PROMPT – Please return all lines of the data below containing the string "html".

THE RECORDS –

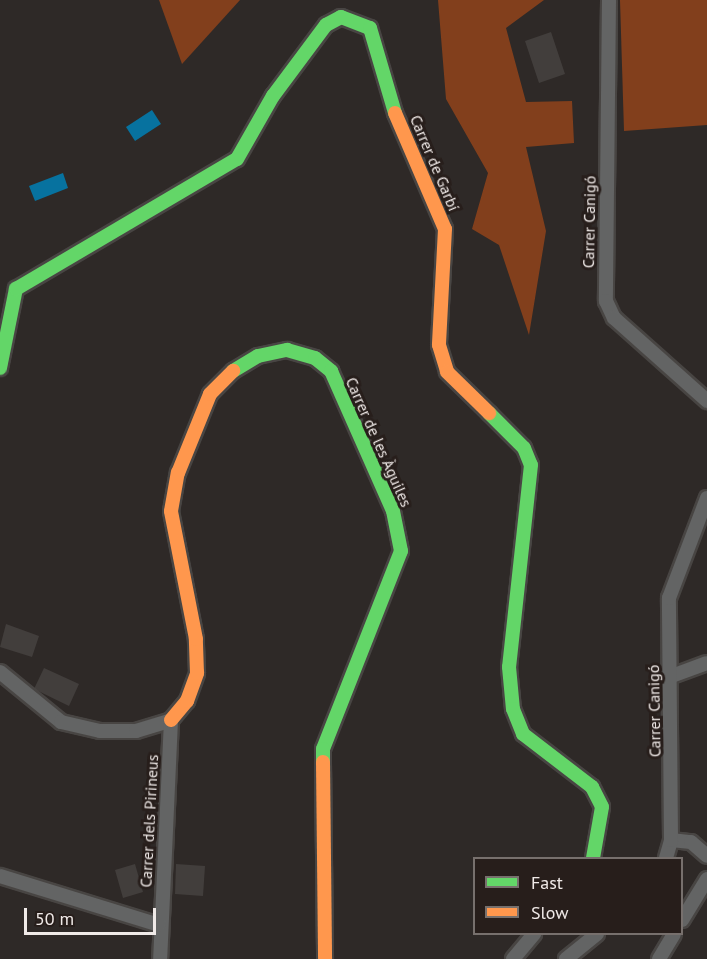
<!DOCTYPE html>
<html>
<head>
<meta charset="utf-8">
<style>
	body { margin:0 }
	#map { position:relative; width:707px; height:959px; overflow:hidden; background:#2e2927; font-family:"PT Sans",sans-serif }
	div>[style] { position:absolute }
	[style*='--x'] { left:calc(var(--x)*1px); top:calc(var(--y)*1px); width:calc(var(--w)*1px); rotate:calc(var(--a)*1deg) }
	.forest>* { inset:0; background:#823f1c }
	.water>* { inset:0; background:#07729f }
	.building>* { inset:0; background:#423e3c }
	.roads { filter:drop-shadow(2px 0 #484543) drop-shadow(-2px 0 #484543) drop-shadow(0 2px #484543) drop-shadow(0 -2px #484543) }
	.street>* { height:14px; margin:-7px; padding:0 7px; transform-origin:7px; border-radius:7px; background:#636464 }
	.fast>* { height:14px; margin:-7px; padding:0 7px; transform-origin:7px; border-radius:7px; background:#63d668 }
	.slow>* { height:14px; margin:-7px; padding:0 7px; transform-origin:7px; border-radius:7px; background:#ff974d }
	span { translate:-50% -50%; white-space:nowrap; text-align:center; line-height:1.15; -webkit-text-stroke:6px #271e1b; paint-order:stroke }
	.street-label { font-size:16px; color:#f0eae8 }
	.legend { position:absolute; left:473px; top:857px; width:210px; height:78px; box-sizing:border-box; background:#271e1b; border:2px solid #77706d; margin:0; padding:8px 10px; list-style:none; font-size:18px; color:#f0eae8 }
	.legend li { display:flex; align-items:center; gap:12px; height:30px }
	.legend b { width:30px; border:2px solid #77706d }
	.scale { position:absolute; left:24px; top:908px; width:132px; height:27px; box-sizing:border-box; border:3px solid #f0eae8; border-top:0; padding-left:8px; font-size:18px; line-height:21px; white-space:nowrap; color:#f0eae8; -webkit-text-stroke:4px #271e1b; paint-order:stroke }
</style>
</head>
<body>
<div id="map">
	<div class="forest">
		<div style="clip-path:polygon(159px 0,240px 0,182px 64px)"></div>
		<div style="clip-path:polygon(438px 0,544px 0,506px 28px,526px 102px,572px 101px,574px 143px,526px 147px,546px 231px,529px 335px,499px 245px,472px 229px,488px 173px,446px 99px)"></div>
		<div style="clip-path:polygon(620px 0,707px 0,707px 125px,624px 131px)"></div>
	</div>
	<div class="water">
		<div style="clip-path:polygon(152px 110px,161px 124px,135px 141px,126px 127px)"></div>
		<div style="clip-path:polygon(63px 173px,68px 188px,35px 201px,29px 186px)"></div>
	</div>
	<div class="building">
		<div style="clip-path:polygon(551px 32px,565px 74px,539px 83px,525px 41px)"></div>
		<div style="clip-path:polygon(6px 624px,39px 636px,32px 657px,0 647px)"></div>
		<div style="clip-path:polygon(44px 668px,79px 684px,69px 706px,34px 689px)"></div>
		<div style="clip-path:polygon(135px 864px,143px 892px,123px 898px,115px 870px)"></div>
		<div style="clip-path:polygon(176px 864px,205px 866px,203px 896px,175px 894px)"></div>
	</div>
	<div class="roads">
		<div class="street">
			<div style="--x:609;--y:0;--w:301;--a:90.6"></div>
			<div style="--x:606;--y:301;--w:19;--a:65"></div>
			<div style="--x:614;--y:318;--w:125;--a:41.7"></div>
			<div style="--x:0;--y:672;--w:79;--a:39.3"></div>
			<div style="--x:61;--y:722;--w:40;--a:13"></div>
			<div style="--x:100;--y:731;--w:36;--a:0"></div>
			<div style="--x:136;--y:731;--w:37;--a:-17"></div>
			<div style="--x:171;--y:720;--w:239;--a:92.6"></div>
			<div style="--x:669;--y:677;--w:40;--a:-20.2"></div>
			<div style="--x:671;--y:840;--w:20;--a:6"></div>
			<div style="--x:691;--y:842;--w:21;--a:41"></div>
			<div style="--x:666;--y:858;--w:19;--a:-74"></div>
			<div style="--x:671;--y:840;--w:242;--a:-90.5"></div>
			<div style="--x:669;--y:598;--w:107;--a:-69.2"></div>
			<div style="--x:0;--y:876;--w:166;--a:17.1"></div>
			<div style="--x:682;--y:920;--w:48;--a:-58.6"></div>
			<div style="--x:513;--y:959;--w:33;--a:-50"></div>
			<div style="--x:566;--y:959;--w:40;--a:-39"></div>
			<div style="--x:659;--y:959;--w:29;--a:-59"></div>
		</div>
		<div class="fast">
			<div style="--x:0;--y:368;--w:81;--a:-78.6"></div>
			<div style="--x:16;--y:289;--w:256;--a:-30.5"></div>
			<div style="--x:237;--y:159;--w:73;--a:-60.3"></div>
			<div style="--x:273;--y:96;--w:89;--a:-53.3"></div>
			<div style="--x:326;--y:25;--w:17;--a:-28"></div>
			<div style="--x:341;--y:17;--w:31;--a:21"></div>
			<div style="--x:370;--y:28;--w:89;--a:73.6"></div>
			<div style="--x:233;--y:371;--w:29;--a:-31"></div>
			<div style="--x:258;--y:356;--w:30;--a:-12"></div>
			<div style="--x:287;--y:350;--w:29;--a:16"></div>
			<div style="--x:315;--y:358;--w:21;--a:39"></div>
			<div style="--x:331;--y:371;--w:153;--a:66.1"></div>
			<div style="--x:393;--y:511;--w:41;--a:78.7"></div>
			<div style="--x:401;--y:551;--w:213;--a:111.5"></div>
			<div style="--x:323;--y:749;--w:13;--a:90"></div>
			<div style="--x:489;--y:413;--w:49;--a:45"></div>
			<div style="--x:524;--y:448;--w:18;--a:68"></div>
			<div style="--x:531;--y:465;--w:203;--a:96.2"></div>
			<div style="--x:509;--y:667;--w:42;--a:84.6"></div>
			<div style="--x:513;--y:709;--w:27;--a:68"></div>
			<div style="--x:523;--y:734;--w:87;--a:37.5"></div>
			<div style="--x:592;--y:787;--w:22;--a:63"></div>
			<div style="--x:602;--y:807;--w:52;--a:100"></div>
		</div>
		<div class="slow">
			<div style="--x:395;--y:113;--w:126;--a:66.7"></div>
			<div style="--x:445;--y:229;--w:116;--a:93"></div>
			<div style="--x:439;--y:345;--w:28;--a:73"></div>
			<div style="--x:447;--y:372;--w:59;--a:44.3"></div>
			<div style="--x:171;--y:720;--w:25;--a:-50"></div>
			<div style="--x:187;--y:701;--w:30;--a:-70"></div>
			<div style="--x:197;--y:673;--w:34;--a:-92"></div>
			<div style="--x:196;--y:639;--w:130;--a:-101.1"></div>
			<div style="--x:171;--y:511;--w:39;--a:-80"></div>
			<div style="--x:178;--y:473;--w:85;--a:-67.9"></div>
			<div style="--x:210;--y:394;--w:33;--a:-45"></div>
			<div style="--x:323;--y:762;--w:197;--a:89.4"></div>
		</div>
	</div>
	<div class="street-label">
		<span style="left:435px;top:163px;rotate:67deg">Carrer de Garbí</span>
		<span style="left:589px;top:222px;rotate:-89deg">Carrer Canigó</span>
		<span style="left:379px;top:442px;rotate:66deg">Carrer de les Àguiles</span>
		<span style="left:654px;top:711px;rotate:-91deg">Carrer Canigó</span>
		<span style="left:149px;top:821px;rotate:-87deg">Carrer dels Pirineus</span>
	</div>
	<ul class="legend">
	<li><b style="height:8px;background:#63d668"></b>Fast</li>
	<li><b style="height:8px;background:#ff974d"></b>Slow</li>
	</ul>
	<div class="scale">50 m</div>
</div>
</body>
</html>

--

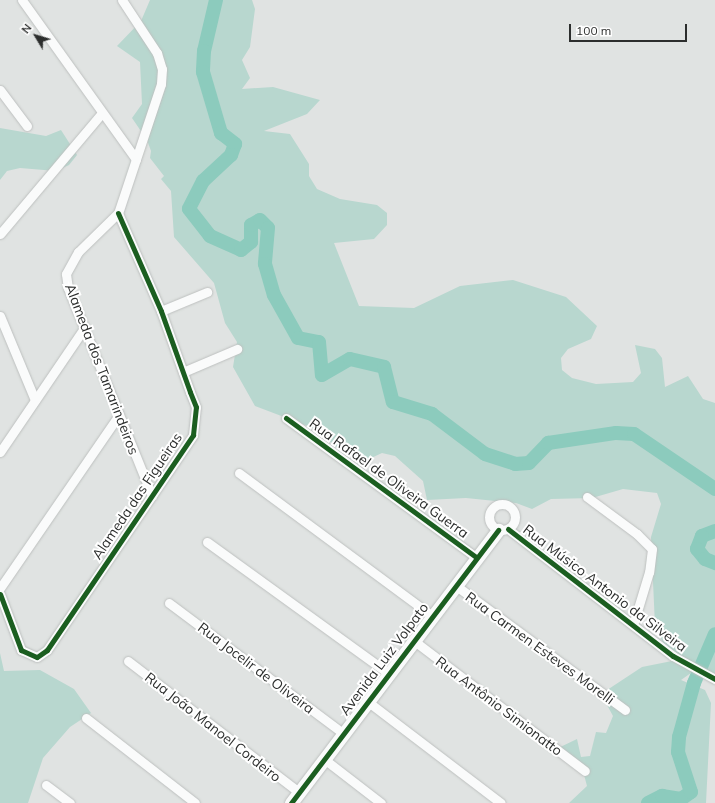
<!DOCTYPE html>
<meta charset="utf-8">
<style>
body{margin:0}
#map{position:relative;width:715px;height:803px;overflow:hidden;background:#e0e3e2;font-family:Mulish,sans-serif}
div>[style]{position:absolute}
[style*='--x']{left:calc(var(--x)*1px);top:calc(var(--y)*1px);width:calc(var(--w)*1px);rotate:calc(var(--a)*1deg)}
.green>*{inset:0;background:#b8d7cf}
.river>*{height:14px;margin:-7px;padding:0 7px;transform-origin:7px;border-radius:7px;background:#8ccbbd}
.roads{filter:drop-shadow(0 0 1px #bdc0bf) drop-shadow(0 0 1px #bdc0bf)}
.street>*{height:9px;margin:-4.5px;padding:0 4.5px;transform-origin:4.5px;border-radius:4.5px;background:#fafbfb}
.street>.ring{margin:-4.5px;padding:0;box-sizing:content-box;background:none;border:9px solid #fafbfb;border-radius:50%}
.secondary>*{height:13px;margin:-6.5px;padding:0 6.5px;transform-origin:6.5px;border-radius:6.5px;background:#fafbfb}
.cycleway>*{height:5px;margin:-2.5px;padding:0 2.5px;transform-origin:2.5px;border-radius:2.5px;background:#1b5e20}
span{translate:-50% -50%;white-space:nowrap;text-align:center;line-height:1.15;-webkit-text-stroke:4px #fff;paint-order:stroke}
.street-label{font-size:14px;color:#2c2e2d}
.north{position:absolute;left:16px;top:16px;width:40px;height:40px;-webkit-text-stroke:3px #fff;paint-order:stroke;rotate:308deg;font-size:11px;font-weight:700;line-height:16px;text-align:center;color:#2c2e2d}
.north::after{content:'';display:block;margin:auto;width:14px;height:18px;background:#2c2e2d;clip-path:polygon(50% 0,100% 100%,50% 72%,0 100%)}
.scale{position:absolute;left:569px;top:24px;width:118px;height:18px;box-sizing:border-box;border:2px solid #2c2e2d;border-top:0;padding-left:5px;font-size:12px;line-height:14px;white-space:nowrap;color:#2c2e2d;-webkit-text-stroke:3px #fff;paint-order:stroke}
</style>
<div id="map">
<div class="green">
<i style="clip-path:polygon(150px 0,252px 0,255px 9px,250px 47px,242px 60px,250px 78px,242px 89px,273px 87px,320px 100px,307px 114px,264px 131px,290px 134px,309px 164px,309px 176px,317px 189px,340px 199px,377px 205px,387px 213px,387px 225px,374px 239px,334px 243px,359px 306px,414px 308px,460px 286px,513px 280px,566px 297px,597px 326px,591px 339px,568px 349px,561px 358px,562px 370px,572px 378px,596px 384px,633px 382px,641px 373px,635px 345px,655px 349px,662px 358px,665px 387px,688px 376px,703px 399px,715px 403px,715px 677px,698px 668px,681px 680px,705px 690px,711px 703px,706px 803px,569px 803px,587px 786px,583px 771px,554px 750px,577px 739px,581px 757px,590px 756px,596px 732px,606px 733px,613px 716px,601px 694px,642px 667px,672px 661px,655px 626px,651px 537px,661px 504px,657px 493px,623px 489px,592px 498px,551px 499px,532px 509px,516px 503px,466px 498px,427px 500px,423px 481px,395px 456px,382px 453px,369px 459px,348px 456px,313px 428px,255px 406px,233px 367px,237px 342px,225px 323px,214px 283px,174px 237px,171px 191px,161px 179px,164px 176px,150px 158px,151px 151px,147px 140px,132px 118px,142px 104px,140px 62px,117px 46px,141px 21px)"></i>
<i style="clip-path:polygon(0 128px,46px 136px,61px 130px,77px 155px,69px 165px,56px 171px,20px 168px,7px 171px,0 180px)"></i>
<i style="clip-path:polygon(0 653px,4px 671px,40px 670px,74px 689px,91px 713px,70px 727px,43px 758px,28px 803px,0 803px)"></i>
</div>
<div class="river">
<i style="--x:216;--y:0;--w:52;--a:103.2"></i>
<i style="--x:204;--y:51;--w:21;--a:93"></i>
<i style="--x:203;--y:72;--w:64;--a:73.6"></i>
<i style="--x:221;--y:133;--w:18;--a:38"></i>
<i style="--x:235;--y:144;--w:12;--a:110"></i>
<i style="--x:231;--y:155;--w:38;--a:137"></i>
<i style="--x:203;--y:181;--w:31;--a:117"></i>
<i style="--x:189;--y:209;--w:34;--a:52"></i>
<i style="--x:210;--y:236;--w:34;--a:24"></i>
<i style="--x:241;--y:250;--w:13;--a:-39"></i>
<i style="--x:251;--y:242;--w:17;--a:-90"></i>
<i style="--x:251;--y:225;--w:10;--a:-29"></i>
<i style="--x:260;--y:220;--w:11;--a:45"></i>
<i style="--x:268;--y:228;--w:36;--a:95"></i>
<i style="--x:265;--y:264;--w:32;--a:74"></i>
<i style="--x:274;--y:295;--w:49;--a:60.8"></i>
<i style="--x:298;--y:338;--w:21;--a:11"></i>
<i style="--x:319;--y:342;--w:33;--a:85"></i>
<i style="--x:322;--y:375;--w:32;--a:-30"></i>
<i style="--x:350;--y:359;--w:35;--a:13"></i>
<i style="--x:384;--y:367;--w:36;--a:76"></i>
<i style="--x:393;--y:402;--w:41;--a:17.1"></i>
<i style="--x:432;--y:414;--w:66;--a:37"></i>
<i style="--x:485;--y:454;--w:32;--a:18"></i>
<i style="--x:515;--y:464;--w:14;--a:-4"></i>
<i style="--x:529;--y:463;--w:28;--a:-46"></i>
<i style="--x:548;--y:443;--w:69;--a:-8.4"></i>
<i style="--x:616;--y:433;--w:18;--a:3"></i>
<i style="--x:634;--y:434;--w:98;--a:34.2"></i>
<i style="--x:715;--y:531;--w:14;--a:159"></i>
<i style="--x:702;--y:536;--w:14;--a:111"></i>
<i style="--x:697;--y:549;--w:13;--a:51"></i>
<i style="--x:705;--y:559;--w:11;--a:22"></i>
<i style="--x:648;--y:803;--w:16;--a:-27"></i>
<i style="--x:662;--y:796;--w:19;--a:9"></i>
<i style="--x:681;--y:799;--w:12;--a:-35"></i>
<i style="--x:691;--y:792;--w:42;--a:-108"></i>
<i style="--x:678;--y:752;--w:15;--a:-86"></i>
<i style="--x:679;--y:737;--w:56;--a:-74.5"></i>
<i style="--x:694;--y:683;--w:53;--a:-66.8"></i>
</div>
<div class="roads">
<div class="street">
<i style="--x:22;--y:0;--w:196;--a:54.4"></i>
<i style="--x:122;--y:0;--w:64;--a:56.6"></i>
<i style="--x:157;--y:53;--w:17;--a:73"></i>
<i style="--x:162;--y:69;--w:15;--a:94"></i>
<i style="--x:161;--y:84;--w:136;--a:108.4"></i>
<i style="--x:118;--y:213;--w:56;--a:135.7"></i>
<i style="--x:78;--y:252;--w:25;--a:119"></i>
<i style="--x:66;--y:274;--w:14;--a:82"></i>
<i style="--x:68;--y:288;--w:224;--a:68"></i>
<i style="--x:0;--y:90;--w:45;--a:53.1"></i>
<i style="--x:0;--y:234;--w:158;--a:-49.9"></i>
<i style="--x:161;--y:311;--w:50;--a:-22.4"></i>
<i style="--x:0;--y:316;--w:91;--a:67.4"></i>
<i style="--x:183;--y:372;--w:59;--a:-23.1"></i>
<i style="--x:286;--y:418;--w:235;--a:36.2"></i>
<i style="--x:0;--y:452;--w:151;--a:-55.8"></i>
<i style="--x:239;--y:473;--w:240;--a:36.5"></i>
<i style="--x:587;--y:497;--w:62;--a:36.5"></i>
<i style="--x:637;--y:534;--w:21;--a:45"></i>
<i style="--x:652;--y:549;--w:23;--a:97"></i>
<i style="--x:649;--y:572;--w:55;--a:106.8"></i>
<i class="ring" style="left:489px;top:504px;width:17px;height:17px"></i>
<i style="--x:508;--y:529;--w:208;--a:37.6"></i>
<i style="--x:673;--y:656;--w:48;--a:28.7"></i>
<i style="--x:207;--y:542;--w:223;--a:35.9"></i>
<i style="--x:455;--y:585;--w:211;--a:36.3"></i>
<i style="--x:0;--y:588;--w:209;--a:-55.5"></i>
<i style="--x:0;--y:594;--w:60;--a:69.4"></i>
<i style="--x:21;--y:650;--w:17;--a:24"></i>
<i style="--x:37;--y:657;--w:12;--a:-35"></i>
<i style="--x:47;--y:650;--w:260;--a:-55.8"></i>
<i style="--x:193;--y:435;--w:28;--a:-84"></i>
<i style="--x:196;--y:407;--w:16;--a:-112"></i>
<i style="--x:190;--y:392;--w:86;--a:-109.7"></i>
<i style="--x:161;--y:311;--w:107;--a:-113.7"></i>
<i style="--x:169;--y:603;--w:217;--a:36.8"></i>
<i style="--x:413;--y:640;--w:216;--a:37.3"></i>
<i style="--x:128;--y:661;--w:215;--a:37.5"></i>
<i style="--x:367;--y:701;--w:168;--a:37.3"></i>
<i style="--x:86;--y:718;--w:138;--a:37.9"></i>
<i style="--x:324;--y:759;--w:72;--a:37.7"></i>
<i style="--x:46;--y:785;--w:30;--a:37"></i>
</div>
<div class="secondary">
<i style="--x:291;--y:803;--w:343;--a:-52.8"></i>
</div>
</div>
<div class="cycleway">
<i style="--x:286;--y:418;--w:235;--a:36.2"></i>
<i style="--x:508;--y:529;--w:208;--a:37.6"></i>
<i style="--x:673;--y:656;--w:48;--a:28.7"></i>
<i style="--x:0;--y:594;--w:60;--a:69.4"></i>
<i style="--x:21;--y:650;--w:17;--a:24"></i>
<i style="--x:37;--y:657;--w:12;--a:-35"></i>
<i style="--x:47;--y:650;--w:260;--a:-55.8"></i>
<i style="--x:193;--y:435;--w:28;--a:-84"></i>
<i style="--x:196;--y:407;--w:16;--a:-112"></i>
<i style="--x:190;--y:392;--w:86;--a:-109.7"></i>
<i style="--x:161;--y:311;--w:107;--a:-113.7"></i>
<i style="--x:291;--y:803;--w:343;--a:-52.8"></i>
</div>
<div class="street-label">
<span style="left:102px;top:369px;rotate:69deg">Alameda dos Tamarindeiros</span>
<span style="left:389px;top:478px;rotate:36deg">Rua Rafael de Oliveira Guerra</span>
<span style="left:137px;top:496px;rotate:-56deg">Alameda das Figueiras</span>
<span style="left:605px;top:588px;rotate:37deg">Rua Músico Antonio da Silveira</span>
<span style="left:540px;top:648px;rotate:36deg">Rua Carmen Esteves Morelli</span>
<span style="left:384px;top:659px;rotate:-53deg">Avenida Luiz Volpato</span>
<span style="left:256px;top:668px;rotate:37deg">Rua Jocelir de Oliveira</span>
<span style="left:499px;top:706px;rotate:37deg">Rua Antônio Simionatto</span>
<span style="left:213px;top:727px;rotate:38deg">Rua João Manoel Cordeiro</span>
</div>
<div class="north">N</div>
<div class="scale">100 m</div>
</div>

ANSWER FOR THIS EXERCISE –
<!DOCTYPE html>
<html>
</html>
<!DOCTYPE html>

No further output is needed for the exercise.